Another matter which is advanced by the Applicant in support of a change of circumstances concerns the number of school relocations effected. Whilst it is undeniable that endless relocation of schooling is undesirable it is in this case reasonably explicable. As deposed to by the Respondent in her affidavit the first two schools were private schools in respect of which the Applicant was to assist in the payment of education fees. He failed in that regard and the child was withdrawn from the schools. As the withdrawal appears to have occurred part way through a school year the child was removed to a local State school. Later that year the Respondent relocated to Brisbane and the child was transferred to a Brisbane school. It was her third school that year. The following year 2002 the child was again relocated to another school because the Respondent believed it to be a better school. She remained at that school until her most recent relocation. The fifth school was the high school to which she subsequently progressed after primary school. In my view it is difficult to be unduly critical of the Respondent having regard to those matters.
The Applicant’s application was precipitated by the foreshadowed relocation application to be made by the Respondent. In the result the Respondent did not proceed with any such application and accordingly there has been no change of circumstances in that regard. Indeed even before such a prospect was enlivened, the Respondent withdrew her threatened application and it follows the Applicant’s application did not require resolution even on a “hypothetical” basis.
The principle change contended for by the Father is that since July 2005 the Father’s relationship with the children has been disturbed to its detriment and that his capacity to continue with a meaningful relationship has also been detrimentally affected by reason of the Respondent’s conduct in particular her expressed intention to relocate to Spain. In part the Applicant’s view of this matter has been influenced by a change in contact arrangements. Whilst Court orders are in place it seems that prior to July 2005 matters had evolved between the parties such that greater flexibility had been introduced into their residence and contact arrangements. In particular it seems that the parties had agreed for contact to take place on hours beyond those which had been the subject of initial orders.

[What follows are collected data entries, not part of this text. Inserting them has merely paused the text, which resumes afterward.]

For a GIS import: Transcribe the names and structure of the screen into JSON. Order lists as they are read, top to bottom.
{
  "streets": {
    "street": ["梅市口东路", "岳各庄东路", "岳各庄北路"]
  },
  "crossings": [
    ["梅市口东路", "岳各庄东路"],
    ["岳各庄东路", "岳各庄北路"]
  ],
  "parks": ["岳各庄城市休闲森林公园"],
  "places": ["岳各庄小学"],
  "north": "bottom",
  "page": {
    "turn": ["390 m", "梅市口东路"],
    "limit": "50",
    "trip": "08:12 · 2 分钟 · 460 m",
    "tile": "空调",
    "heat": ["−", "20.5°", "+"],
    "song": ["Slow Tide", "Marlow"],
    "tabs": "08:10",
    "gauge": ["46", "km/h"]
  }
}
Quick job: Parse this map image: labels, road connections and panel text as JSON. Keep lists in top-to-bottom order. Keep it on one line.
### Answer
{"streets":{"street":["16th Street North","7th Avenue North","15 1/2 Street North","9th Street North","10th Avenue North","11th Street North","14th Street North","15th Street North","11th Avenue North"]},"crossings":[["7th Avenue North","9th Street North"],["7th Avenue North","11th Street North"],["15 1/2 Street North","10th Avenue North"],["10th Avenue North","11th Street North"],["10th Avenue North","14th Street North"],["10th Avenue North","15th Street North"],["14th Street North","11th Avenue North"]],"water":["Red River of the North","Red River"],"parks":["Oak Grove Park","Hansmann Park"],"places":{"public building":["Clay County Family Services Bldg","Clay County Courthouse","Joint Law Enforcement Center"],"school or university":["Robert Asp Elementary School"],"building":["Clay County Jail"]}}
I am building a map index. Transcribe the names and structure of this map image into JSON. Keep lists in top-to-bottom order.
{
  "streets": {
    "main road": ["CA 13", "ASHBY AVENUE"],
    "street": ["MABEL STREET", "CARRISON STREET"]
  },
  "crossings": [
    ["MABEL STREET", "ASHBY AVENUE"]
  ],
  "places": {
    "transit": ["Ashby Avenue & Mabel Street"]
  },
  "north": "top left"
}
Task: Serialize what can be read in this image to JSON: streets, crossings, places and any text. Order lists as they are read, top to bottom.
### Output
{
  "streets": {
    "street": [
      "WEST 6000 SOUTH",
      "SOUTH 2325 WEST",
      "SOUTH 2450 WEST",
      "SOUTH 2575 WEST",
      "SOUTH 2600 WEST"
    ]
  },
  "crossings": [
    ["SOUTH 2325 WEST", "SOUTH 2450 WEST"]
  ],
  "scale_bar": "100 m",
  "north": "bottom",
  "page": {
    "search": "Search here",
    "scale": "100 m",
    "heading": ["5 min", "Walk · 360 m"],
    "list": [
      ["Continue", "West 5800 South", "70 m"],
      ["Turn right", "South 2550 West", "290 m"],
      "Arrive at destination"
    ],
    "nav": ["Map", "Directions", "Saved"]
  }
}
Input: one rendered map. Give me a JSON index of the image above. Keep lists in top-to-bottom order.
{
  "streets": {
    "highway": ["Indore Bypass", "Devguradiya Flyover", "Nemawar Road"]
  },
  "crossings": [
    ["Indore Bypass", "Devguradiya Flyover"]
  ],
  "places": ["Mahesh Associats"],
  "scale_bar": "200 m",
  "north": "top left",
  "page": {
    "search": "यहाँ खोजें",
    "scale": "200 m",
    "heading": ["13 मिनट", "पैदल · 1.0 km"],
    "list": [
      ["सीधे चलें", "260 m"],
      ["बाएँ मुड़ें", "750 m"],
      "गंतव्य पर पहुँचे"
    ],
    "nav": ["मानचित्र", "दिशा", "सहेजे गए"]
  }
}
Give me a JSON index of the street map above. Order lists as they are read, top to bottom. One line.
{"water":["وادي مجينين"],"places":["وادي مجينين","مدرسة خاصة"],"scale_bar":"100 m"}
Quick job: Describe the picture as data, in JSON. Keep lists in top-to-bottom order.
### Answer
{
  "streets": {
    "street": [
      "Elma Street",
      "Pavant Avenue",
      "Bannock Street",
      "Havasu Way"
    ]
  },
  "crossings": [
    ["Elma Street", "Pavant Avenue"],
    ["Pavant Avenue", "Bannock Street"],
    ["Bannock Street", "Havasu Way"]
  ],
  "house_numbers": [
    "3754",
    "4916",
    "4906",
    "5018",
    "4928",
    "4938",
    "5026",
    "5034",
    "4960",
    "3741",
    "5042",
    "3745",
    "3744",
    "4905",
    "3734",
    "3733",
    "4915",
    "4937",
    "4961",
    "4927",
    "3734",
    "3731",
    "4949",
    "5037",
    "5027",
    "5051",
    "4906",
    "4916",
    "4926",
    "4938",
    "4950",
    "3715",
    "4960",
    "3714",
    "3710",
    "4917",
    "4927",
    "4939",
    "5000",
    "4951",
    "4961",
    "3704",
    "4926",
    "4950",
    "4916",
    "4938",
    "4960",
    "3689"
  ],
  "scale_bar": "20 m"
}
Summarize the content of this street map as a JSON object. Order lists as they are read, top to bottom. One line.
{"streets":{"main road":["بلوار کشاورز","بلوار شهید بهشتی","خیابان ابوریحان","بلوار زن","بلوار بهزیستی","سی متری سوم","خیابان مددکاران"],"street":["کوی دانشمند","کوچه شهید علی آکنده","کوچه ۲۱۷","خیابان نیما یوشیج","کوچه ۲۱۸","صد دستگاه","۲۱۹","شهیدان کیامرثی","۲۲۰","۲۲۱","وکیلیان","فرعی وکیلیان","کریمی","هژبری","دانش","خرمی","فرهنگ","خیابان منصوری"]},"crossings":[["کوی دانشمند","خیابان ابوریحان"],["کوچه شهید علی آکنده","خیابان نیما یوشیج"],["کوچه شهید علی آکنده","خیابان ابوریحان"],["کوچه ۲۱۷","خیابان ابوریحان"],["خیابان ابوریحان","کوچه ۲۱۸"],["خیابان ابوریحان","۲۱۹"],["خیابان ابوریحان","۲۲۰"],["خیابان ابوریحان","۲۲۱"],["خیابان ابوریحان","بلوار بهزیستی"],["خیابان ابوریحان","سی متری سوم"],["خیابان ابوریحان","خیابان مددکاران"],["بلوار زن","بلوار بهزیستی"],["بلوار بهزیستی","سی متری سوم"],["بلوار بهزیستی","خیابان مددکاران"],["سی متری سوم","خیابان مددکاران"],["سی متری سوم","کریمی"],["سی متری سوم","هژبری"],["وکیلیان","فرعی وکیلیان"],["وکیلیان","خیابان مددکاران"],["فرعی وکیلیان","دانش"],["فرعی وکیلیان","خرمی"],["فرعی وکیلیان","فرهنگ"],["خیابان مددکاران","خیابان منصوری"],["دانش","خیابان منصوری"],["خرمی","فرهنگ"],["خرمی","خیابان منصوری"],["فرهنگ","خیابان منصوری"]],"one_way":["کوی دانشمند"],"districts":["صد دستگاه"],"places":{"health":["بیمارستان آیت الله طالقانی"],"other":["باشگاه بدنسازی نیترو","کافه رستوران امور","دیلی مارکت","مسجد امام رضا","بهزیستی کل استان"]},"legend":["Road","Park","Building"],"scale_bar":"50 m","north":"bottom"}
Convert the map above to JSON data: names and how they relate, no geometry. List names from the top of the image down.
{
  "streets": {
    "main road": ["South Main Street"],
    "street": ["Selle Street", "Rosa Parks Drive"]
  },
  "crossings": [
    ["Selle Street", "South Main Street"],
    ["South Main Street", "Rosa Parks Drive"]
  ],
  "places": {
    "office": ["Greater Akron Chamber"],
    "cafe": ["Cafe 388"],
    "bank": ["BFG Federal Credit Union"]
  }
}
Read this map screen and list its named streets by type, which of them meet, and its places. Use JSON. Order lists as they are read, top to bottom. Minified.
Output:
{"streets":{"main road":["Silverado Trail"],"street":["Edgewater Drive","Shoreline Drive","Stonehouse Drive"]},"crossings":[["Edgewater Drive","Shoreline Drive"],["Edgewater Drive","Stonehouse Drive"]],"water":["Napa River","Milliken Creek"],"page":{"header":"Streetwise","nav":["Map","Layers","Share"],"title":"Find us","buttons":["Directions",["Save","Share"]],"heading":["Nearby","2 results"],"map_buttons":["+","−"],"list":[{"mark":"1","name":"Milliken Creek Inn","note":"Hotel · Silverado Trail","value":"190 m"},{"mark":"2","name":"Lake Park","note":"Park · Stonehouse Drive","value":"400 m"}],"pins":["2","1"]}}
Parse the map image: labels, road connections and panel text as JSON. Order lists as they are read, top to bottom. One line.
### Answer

Following the disagreement which arose between the Applicant and Respondent in July 2005 the Applicant complains that the Respondent has now reverted to a contact regime which strictly complies with the consent orders[6]. More recently the Applicant complains that in October 2005 he received a phone call from his eldest daughter stating that she did not wish to “talk to you or see you anymore” unless she was permitted to go to Spain[7]. That continued to be the position as at December 2005.
[6] Affidavit of Mr Stinson filed 23 December 2005 paragraphs 64 to 71.
[7] Affidavit of Mr Stinson filed 23 December 2005 paragraph 74.
By the time of the trial matters had changed and the Applicant was exercising contact rights although he swore that since he had said no to the relocation to Spain, the children had continually said they did not want to see him[8]. In cross examination the Applicant did concede however that as time had elapsed since the relocation issue in July 2005, things had gotten better. Likewise in cross examination when questioned about the impact of relocation he conceded that prior to the discussion of relocation, there was no question of alienation between he and his daughters. He agreed that the discussion of relocation did give rise to difficulties and accepted that relocation was no longer an issue. Despite that when asked whether there was any reason why things could not revert to their former state, he expressed a view in the negative. In this regard I did find the Applicant’s attitude somewhat perplexing given all the evidence indicated that matters had now settled down. No doubt his view was in part affected by the attitude of his daughters which in turn may have been influenced by the Respondent’s disappointment in as much as their own in the loss of the opportunity to relocate to Spain for three years. In any event all parties now recognise that relocation will not occur particularly as Mr F has since terminated his contract and returned to Australia. The matter should now be behind them.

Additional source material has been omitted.